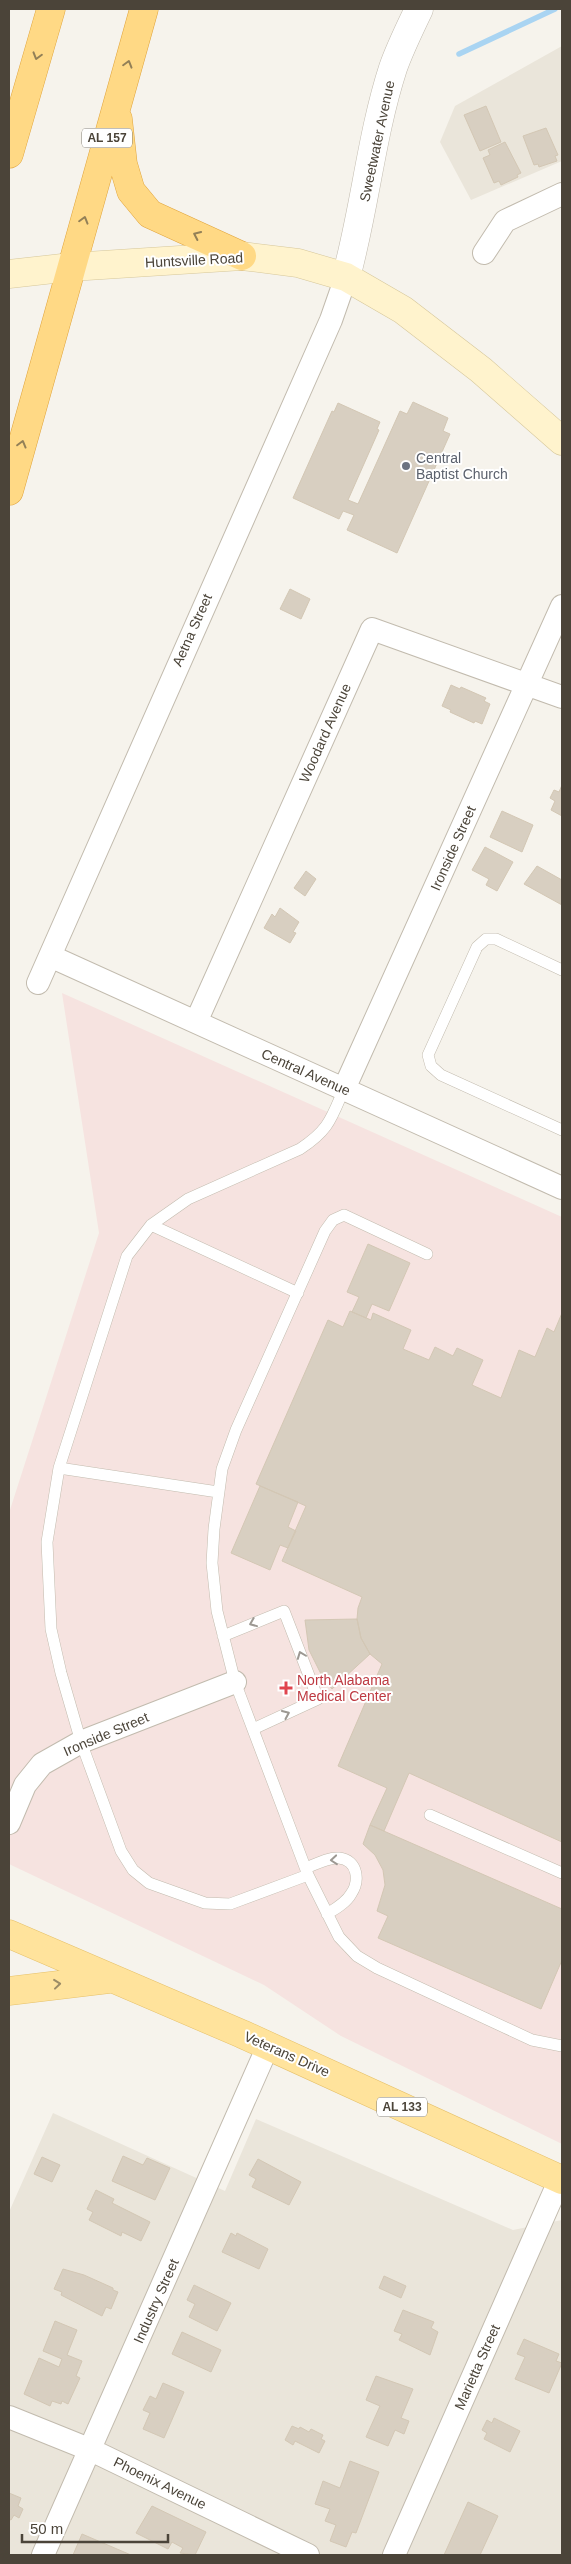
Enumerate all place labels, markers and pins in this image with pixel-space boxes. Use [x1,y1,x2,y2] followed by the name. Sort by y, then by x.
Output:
[416,450,508,482] place label: Central Baptist Church
[400,460,412,472] marker: Central Baptist Church
[297,1672,391,1704] place label: North Alabama Medical Center
[279,1681,293,1695] marker: North Alabama Medical Center

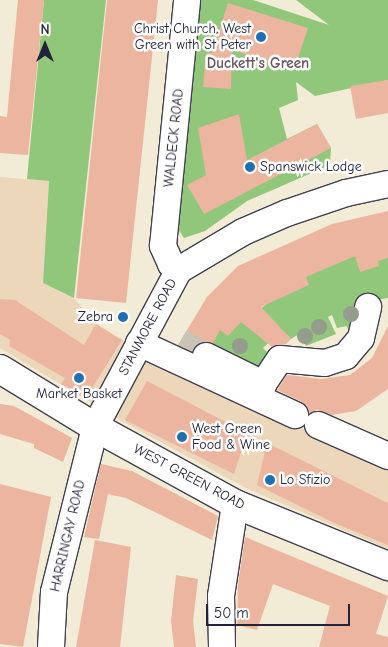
# # # #
Each record above needs to be retyped exactly, without any pictures.

Enumerate all place labels, markers and pins in this image with pixel-space boxes. Use [x1,y1,x2,y2] followed by the name. Sort by y, then by x.
Output:
[416,450,508,482] place label: Central Baptist Church
[400,460,412,472] marker: Central Baptist Church
[297,1672,391,1704] place label: North Alabama Medical Center
[279,1681,293,1695] marker: North Alabama Medical Center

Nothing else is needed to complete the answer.